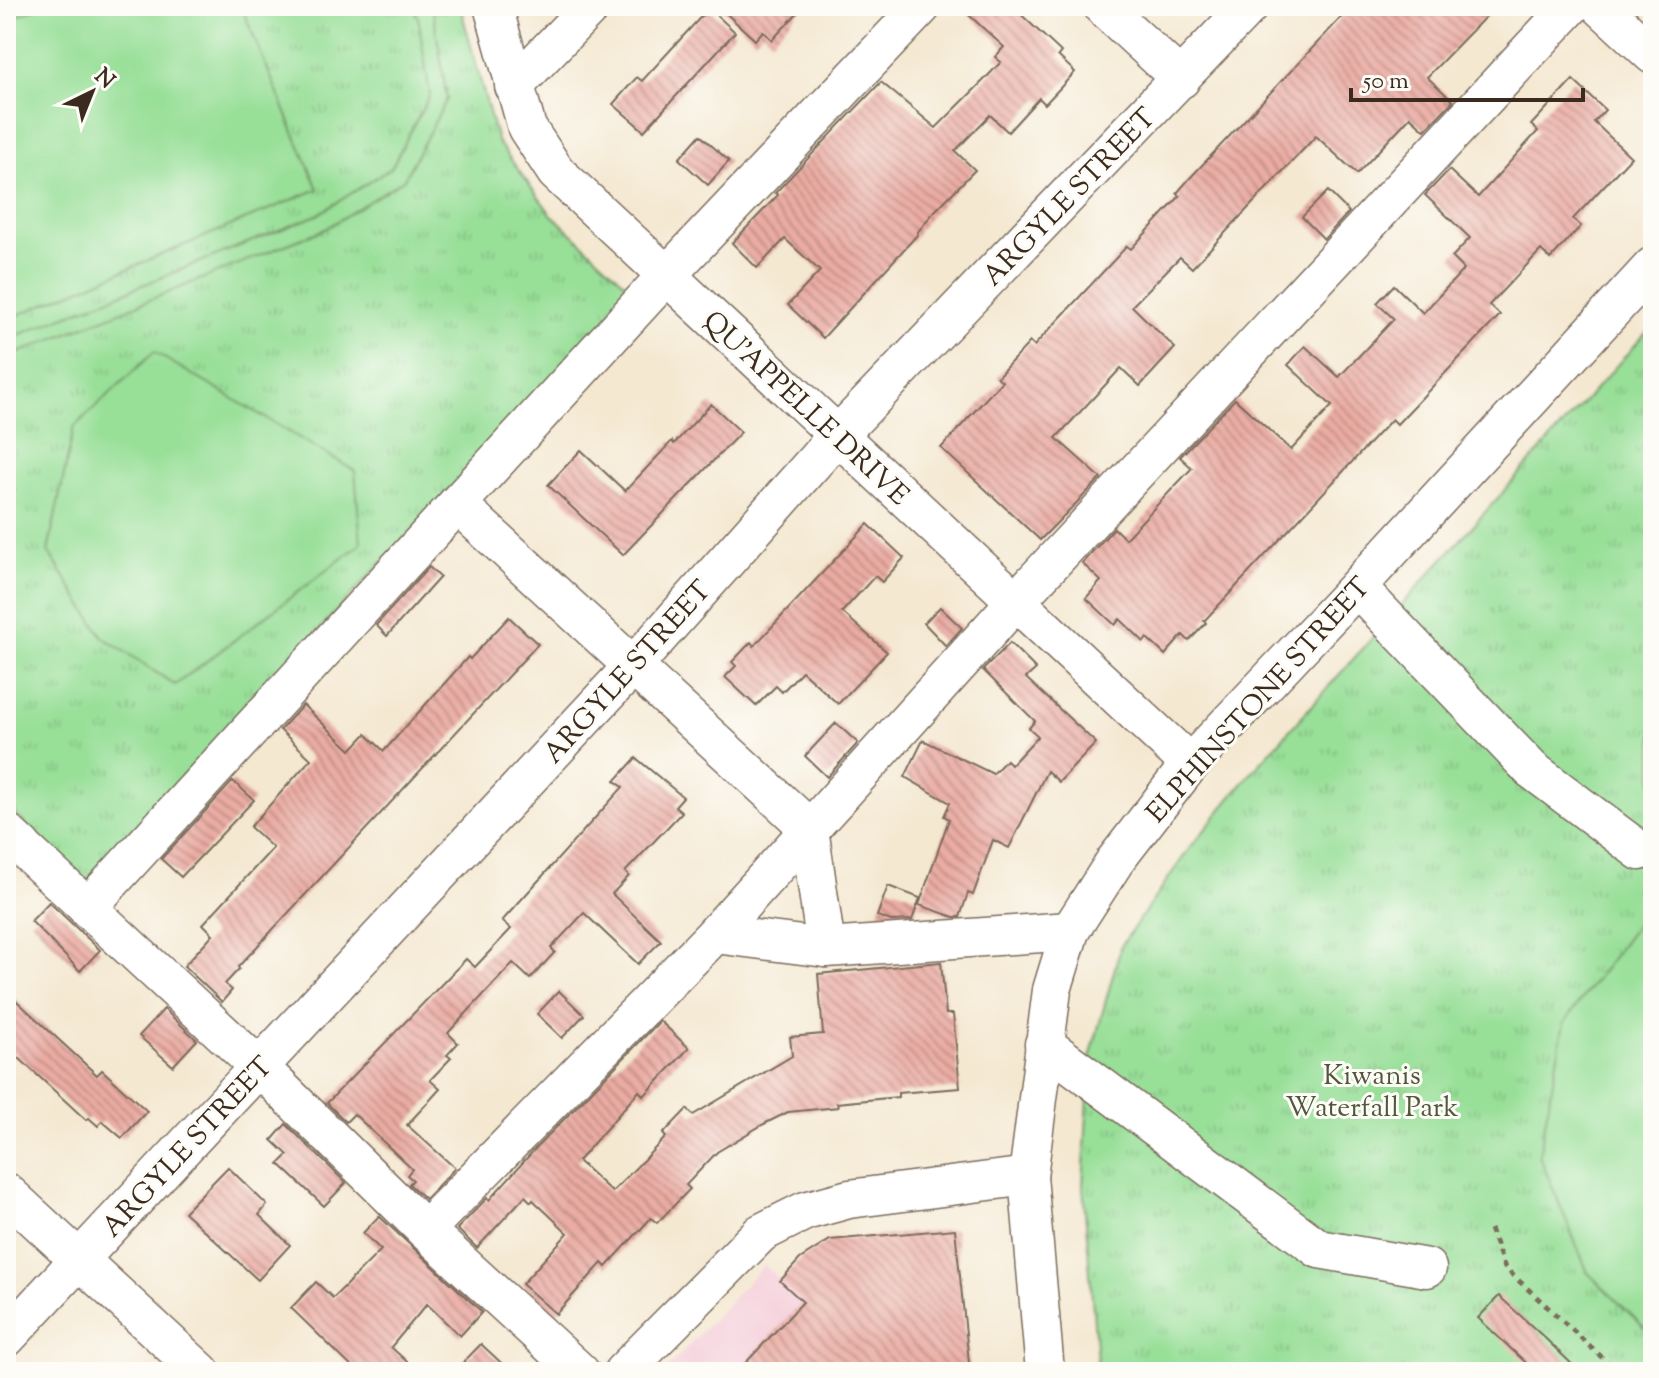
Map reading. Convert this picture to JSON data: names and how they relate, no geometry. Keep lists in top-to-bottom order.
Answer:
{
  "streets": {
    "street": ["ARGYLE STREET", "QU'APPELLE DRIVE", "ELPHINSTONE STREET"]
  },
  "crossings": [
    ["ARGYLE STREET", "QU'APPELLE DRIVE"],
    ["QU'APPELLE DRIVE", "ELPHINSTONE STREET"]
  ],
  "parks": ["Kiwanis Waterfall Park"],
  "scale_bar": "50 m",
  "north": "top right"
}
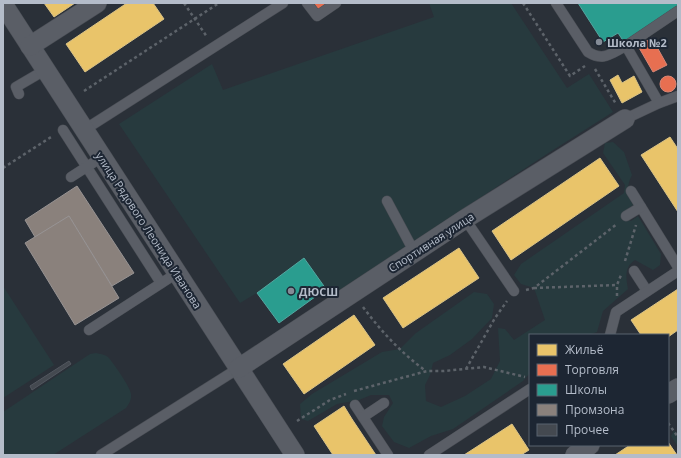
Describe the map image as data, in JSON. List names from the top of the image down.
{
  "streets": {
    "street": ["улица Рядового Леонида Иванова", "Спортивная улица"]
  },
  "crossings": [
    ["улица Рядового Леонида Иванова", "Спортивная улица"]
  ],
  "places": ["Школа №2", "ДЮСШ"],
  "legend": [
    "Жильё",
    "Торговля",
    "Школы",
    "Промзона",
    "Прочее"
  ]
}
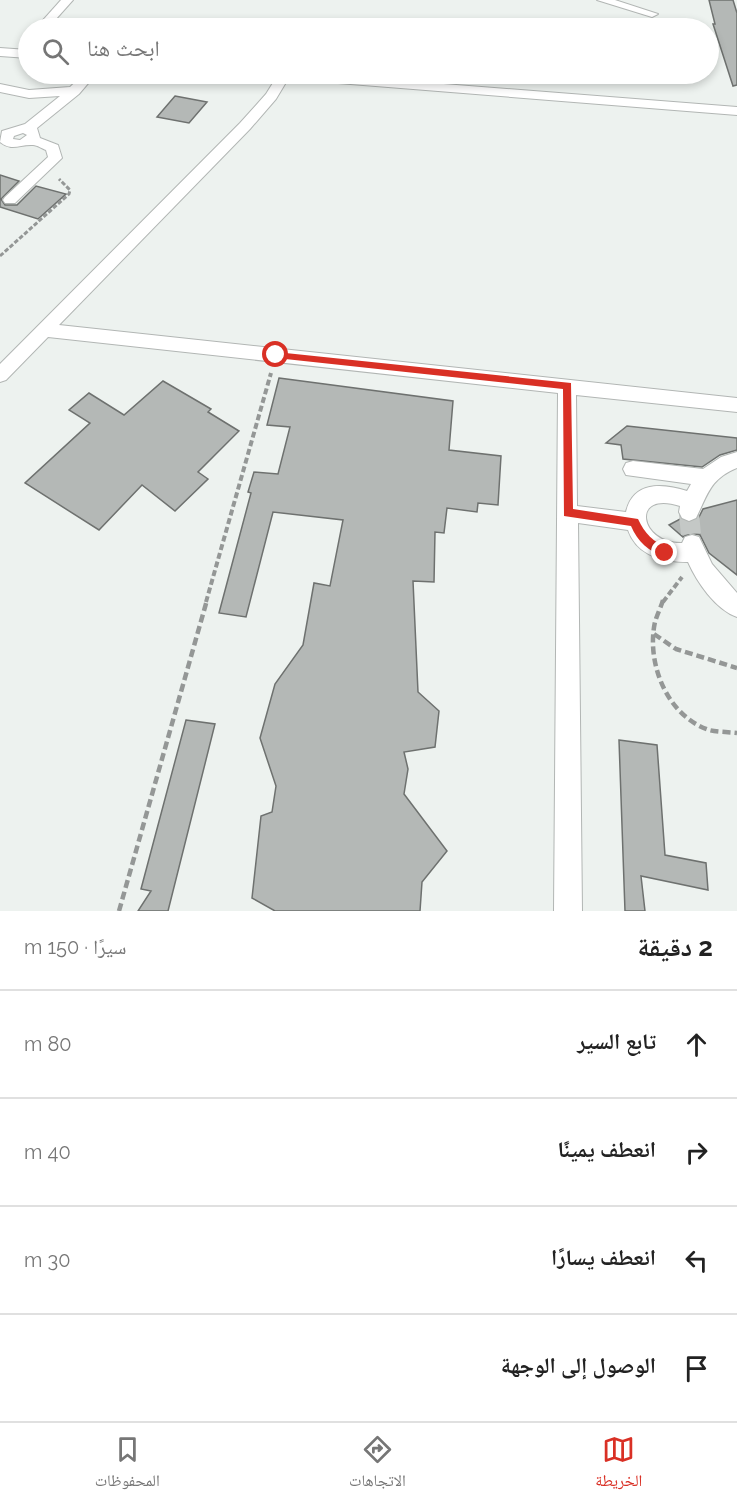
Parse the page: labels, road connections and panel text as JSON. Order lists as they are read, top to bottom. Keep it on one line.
{"page":{"search":"ابحث هنا","heading":["2 دقيقة","سيرًا · 150 m"],"list":[["تابع السير","80 m"],["انعطف يمينًا","40 m"],["انعطف يسارًا","30 m"],"الوصول إلى الوجهة"],"nav":["الخريطة","الاتجاهات","المحفوظات"]}}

=-=-=

* **Description of the task**
Retype all the material word for word while skipping any picture it contains.

* **Answer section**
Map reading. Convert this picture to JSON data: names and how they relate, no geometry. Keep lists in top-to-bottom order.
Answer:
{
  "streets": {
    "street": ["ARGYLE STREET", "QU'APPELLE DRIVE", "ELPHINSTONE STREET"]
  },
  "crossings": [
    ["ARGYLE STREET", "QU'APPELLE DRIVE"],
    ["QU'APPELLE DRIVE", "ELPHINSTONE STREET"]
  ],
  "parks": ["Kiwanis Waterfall Park"],
  "scale_bar": "50 m",
  "north": "top right"
}
Describe the map image as data, in JSON. List names from the top of the image down.
{
  "streets": {
    "street": ["улица Рядового Леонида Иванова", "Спортивная улица"]
  },
  "crossings": [
    ["улица Рядового Леонида Иванова", "Спортивная улица"]
  ],
  "places": ["Школа №2", "ДЮСШ"],
  "legend": [
    "Жильё",
    "Торговля",
    "Школы",
    "Промзона",
    "Прочее"
  ]
}
Parse the page: labels, road connections and panel text as JSON. Order lists as they are read, top to bottom. Keep it on one line.
{"page":{"search":"ابحث هنا","heading":["2 دقيقة","سيرًا · 150 m"],"list":[["تابع السير","80 m"],["انعطف يمينًا","40 m"],["انعطف يسارًا","30 m"],"الوصول إلى الوجهة"],"nav":["الخريطة","الاتجاهات","المحفوظات"]}}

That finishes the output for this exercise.